Monday, November 23, 2015

Popo de Elefante




At the end of October we invited a few friends around for a light spot of Halloween cheer.  We even had a theme - worst nightmares in food and dress.
            Unfortunately for us, my "agoraphobia" costume suffered a fatal structural failure half an hour before the party started (the damned pigeon fell off my head), and on a warm October night, Mr "Arachnophobia" Tabubil flatly refused to wear 6 inches of fiberfill around his chest. To show willing, he hot glued a few wads of stuffing and a couple of spiders to and old t-shirt.  He looked a nightmare all right - a nightmare of last-minute design, and he lost his temper along with his stuffing.
            That's sort of how the evening went. Our friend Sal - rather a man's man - had found the food something of a stretch.  He's not a natural cook, so I set him a simple quiche - eggs, cheese and icky food coloring in a pre-made bought pastry shell.  Half an hour before the party (right when I was wrestling pigeons) he  called from the supermarket in a panic - the recipe had been in imperial measurements and he'd converted everything to grams to eight decimal places, but he was having trouble figuring out what sort of eggs he should buy - vitamin fortified?  Omega 3?  Grade AA?  Grade A?  Did he need to buy a baking dish?
            He arrived at the party 45 minutes late, looking cross and flustered.  He handed me a bag of chips and a jar of salsa.
            "The whole afternoon's been a horror show." He said sourly.  "I hate supermarkets. Why didn't you tell me that a quiche has too cook for an hour? Believe me, the chips count."*

*Speaking of horror shows, you wouldn't believe what a little pulverized walnut does to the look of  guacamole.  It's unspeakable.  Five stars and two hearty thumbs up. I recommend it for all your holiday parties.

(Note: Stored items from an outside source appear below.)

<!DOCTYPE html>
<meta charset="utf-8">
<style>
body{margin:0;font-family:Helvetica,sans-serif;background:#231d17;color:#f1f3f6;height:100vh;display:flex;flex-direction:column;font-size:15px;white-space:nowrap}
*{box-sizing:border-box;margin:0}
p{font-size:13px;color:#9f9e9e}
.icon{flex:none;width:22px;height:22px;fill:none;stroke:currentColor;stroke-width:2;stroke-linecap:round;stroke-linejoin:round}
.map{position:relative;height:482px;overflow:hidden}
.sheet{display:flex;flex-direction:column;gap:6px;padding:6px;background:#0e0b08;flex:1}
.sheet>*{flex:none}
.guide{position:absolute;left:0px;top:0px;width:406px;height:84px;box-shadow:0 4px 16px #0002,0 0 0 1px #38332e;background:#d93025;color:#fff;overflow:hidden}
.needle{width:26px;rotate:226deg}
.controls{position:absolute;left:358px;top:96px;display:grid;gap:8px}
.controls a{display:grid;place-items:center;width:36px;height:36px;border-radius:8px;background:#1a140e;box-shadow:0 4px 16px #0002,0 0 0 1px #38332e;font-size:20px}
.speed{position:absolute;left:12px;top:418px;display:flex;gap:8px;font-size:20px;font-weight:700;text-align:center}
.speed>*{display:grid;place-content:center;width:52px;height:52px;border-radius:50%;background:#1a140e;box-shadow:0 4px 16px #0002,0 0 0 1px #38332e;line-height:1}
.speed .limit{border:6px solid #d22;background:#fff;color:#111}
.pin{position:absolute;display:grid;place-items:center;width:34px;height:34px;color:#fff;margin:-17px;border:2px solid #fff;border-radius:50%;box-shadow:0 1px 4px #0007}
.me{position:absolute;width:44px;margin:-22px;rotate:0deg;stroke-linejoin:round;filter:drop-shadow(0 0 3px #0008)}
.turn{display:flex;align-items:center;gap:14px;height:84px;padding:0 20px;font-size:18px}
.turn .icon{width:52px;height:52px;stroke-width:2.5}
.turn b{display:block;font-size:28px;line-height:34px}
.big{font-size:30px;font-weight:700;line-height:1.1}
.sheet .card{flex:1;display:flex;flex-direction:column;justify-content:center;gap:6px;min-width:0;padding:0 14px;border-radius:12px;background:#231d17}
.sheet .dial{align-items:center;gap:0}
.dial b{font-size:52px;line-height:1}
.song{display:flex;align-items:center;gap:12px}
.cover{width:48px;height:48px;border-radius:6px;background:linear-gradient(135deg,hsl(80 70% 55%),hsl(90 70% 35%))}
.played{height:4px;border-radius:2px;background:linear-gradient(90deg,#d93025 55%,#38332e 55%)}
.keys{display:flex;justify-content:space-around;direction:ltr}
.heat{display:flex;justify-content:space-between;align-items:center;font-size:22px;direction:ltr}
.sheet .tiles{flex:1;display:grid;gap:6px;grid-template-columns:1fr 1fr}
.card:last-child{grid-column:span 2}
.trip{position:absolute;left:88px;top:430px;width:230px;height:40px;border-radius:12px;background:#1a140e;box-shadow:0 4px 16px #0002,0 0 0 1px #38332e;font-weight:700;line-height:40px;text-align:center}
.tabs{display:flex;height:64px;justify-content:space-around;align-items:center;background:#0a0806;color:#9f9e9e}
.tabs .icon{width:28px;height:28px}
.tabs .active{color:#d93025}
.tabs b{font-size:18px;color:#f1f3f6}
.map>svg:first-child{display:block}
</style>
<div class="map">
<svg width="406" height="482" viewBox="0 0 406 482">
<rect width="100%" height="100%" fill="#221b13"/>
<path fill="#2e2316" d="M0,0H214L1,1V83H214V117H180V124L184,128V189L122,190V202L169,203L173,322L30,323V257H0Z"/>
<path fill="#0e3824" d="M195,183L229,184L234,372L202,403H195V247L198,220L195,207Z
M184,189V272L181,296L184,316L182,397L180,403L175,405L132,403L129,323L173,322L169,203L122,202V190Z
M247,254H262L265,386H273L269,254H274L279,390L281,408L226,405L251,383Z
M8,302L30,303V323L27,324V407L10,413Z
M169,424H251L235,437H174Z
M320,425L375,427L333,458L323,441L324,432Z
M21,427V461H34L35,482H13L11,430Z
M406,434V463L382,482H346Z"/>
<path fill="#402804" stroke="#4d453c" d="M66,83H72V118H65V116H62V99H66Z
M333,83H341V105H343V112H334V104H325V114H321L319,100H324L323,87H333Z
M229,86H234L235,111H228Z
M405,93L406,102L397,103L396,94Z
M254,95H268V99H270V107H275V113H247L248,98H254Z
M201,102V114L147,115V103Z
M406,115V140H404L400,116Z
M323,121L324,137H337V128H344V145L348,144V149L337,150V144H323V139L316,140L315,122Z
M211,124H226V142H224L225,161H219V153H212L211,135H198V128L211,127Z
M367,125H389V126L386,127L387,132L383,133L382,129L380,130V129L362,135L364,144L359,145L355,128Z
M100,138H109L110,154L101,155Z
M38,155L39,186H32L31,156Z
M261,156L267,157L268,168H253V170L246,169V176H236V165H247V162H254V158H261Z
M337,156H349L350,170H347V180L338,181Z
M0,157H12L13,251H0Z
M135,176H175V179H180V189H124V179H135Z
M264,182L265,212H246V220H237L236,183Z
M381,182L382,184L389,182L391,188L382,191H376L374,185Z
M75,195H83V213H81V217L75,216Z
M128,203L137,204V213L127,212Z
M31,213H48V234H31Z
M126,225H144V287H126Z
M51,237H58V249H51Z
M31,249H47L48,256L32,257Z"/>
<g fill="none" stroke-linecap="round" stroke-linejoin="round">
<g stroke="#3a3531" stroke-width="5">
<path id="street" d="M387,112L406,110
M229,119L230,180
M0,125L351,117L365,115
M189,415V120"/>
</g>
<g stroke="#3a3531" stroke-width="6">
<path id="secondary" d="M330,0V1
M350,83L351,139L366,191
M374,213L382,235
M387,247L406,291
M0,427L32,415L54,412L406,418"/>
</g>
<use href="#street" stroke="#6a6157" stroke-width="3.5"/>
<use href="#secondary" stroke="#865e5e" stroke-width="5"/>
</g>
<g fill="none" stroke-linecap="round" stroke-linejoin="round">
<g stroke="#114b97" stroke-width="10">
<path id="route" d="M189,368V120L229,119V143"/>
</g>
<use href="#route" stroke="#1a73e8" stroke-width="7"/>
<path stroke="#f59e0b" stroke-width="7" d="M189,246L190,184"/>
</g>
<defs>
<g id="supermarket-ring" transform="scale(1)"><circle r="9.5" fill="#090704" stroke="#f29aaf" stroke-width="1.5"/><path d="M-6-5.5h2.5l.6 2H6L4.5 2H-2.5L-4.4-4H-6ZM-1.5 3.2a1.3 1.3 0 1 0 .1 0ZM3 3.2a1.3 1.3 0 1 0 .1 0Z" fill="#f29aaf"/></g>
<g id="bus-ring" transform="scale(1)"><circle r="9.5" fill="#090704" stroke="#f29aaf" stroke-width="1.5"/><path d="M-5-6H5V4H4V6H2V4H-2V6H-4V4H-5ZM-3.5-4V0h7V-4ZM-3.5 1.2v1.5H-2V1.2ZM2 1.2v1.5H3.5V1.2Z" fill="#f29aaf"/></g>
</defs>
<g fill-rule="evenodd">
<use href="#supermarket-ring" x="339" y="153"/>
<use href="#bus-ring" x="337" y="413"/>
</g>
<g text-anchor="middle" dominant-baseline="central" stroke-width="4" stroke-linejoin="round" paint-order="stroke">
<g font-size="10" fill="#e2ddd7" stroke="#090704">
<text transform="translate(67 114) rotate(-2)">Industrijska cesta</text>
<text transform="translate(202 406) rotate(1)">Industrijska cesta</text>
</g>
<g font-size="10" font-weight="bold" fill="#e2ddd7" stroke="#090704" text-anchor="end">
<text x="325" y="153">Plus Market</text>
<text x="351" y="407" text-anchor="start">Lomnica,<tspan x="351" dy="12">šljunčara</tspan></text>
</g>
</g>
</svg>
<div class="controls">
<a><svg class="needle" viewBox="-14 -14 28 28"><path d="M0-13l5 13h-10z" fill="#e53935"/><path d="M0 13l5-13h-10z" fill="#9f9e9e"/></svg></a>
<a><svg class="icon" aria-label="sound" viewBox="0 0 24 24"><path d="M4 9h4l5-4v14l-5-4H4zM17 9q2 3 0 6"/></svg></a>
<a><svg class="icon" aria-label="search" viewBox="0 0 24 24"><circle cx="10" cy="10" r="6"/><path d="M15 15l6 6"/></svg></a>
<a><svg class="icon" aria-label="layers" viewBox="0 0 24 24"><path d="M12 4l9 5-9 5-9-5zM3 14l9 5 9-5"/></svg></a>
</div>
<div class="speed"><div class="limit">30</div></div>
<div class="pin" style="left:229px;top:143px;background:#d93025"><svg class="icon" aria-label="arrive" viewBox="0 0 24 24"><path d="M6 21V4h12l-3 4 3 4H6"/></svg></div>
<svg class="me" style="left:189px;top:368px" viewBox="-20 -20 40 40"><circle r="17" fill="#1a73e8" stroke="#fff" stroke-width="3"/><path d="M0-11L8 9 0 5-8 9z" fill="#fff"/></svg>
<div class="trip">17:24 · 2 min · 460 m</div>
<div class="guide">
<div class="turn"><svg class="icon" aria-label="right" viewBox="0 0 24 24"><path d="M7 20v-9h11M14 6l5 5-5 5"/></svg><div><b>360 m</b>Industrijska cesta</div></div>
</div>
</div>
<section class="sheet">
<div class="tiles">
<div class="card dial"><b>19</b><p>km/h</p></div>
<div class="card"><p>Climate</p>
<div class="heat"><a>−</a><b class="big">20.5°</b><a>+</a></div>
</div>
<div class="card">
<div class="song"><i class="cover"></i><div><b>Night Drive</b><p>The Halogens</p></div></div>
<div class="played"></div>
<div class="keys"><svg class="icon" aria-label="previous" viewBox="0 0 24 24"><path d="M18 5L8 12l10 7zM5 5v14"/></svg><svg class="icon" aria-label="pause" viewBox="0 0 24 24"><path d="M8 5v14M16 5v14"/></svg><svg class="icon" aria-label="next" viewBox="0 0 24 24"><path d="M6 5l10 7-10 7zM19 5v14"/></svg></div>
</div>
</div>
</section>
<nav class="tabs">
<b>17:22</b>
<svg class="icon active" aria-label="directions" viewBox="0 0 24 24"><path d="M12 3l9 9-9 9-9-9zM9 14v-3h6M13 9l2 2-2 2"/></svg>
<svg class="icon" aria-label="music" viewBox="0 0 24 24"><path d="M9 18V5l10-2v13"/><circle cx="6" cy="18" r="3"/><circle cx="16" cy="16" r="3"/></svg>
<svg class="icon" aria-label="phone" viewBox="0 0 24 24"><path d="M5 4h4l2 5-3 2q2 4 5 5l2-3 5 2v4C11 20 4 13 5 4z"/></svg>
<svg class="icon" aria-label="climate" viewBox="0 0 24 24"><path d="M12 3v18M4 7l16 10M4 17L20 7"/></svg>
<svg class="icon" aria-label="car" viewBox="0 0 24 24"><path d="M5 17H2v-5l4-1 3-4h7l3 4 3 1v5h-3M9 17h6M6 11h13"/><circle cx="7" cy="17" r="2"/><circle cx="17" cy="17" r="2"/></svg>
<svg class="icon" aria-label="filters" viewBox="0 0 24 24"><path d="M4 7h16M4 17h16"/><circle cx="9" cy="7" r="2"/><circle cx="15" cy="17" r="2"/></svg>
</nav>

And then there was the dessert.  Mr Tabubil and I own a recipe for chocolate mousse.  I may have mentioned it once or twice before, in passing. To do it right, you soak raisins in rum for an entire week beforehand and you use rather a lot of heavy cream  - 

           A triple batch of it makes a rather nice bowl of popo de elephante (elephant poop.): a voluptuous tureen of turds, studded with oozing alcoholic raisins, the heavy smell of rum rising up like drunken heat in summer* from the swirl of well-set soup -

*I might have used two full cups of rum in the raisins, and I might have tipped what was left in the bottle into the bowl as I stirred. Waste is a terrible thing.

After a couple of hours staring at the guacamole, our guests ate lots of it. With a pleasantly buzzy fruit drink on the side.  The blood-red ice hand floating in the punch bowl was a nifty touch. They giggled. And drank some more.  And ate a second helpings of the mousse  -

            Not to put too fine a point on it, a lot of our guests got pished.
            One young lady had three glasses before we caught her.  She giggled, climbed carefully onto the sofa and closed her eyes -  right next to Sal - who is Bermudan and treats his relationship with rum like a religion, but who was lying with his head on the back of his chair and his feet up on hers, sort of snoring, and cradling his third bowl of elephant poop.

Post-script:
We really had radically overestimated how much mousse we'd need for a party of 12, and the next morning we still had a couple of liters of the stuff.  

            We gave it to our neighbors. They brought the bowl back the very next day - licked clean.
            Looking at us sort of anxiously, "That was the best dessert" they said "that we have ever had in our lives - would you like a plant?" 
            And they thrust a potted fern at our chests.

It must have been some seriously good mousse.